- **What this task involves**
Whichever lines include the word "Shenjt", copy them as they appear in the data.

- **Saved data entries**
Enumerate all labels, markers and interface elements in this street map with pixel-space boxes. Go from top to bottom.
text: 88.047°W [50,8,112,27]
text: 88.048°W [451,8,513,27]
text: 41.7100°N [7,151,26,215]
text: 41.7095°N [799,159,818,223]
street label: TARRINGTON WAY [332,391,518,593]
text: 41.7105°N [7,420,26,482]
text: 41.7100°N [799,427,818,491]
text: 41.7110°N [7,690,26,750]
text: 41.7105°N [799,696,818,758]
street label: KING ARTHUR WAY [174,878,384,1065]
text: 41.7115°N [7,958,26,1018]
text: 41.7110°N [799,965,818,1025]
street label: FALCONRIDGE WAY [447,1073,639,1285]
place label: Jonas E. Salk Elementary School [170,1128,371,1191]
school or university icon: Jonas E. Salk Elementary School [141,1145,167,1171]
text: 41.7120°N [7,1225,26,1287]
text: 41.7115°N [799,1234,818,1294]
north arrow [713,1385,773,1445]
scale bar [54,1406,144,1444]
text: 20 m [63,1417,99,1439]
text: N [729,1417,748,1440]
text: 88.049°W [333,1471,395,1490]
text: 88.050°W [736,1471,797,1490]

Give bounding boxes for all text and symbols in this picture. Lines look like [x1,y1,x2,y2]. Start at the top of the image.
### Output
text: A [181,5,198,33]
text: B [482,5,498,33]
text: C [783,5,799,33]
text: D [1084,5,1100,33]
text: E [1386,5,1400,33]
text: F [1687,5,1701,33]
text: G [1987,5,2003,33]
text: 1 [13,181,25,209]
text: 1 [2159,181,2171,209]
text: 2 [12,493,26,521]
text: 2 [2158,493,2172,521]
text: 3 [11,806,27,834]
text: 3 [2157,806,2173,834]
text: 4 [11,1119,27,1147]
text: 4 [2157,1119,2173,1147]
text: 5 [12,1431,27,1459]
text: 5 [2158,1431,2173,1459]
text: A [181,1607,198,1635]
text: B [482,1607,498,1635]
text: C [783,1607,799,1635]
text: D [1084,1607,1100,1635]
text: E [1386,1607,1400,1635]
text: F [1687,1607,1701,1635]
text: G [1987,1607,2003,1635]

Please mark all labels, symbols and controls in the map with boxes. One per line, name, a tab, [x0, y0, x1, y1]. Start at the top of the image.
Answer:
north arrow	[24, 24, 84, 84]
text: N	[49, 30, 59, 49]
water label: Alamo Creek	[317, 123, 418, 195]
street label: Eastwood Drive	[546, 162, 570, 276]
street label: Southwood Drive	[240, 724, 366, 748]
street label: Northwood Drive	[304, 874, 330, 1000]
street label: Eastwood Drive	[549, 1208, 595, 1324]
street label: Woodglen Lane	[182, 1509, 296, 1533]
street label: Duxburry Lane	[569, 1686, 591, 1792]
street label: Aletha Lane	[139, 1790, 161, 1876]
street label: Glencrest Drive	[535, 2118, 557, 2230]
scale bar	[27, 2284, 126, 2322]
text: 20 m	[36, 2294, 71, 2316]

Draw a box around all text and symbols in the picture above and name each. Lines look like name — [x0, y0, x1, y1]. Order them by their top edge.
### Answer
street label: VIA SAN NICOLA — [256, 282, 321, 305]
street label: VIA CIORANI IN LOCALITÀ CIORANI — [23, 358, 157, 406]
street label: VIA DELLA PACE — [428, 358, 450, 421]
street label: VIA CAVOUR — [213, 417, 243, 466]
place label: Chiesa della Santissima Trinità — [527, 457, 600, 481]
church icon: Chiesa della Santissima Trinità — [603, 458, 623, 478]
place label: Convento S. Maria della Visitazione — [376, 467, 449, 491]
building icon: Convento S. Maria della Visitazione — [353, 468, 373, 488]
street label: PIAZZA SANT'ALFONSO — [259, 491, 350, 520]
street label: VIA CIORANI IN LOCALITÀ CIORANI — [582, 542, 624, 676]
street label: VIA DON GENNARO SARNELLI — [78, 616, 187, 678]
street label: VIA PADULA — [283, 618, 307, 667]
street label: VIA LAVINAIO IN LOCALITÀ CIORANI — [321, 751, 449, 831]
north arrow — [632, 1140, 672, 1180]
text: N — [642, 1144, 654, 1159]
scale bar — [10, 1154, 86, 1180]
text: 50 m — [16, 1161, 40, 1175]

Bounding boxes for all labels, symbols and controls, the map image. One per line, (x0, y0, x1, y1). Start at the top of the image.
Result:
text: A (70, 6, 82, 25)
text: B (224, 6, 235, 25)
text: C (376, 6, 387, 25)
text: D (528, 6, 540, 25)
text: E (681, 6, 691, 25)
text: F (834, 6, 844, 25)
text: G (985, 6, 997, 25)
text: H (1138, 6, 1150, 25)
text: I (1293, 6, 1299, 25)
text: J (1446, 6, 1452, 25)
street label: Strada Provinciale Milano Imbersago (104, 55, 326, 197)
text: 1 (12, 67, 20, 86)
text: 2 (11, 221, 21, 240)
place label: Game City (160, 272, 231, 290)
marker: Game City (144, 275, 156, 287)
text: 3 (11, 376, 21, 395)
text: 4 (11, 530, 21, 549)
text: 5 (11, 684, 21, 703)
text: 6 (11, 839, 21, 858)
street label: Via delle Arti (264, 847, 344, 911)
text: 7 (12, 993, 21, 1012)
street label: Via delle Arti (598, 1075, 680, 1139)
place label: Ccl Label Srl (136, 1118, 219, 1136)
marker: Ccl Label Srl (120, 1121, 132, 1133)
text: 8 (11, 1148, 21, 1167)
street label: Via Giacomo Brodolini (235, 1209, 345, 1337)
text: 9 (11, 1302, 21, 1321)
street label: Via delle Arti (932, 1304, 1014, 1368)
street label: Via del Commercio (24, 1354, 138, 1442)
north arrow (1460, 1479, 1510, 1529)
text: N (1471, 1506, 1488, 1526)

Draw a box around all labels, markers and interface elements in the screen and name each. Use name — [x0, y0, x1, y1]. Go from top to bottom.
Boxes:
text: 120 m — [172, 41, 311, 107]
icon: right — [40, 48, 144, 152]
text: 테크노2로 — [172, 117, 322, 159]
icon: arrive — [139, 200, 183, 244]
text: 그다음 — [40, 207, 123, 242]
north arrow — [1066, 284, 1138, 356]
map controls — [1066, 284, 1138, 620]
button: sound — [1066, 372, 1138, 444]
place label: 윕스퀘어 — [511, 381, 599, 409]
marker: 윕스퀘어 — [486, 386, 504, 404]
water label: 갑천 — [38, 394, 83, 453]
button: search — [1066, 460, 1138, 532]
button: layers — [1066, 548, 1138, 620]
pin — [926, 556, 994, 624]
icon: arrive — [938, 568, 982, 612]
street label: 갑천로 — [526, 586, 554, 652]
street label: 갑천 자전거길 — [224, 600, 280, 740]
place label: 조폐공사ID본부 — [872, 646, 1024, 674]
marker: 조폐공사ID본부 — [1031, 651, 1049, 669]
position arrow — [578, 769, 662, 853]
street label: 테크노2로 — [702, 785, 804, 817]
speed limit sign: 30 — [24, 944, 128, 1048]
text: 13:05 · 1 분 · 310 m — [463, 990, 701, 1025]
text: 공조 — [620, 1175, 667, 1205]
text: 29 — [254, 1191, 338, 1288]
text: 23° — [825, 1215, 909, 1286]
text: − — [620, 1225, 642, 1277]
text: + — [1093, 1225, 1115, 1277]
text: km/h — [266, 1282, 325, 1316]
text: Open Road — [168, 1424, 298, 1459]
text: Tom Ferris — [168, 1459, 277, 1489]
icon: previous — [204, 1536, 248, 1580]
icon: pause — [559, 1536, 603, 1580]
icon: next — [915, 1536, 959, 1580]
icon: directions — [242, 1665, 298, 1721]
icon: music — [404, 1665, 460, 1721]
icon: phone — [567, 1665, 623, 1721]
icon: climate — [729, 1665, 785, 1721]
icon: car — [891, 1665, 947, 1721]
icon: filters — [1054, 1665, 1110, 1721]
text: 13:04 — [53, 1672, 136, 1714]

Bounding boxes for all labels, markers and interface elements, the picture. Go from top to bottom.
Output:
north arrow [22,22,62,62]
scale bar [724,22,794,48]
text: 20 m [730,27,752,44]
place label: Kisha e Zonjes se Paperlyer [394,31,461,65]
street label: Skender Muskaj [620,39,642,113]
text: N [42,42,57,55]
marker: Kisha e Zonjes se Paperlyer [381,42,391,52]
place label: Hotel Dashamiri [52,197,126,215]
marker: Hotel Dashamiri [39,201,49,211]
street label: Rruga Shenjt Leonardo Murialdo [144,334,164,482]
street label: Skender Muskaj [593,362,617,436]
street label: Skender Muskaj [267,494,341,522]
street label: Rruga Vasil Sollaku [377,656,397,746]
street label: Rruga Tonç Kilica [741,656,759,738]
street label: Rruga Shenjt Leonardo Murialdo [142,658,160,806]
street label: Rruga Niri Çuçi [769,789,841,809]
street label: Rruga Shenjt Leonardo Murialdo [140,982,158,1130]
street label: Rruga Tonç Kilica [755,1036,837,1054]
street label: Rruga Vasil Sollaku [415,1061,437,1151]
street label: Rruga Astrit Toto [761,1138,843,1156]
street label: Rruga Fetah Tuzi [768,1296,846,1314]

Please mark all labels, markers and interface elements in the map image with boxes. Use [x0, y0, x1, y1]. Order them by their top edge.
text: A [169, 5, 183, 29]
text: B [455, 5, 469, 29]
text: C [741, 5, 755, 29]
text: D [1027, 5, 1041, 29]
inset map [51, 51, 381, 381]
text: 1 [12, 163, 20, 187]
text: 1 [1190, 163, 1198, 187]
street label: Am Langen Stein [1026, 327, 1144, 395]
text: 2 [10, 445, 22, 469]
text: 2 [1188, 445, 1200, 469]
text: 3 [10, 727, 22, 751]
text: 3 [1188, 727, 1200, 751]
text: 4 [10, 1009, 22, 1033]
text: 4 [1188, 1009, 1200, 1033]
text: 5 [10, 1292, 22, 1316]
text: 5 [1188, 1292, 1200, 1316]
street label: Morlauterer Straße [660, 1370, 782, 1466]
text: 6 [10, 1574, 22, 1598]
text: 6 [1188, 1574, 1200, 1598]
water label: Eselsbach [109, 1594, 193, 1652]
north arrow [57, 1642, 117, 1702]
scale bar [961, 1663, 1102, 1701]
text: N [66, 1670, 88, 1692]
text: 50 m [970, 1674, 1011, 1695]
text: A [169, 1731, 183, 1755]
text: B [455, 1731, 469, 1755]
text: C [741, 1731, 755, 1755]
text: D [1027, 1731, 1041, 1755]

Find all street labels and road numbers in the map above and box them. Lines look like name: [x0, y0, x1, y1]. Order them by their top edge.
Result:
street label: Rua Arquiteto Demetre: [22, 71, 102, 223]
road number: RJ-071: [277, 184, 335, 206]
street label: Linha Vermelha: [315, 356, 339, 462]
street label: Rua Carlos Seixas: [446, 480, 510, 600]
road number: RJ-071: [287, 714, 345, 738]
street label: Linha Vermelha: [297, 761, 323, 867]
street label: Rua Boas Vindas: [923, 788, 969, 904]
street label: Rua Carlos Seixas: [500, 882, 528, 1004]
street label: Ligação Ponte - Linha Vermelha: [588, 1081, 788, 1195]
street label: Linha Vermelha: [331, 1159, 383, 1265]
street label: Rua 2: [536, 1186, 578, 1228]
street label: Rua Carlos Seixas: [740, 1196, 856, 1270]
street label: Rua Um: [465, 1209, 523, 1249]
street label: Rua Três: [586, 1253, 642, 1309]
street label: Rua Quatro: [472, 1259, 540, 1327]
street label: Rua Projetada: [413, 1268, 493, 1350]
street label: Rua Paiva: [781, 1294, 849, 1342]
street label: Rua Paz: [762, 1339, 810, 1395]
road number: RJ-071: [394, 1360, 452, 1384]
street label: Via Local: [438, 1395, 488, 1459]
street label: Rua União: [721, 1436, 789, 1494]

- **Written solution**
street label: Rruga Shenjt Leonardo Murialdo [144,334,164,482]
street label: Rruga Shenjt Leonardo Murialdo [142,658,160,806]
street label: Rruga Shenjt Leonardo Murialdo [140,982,158,1130]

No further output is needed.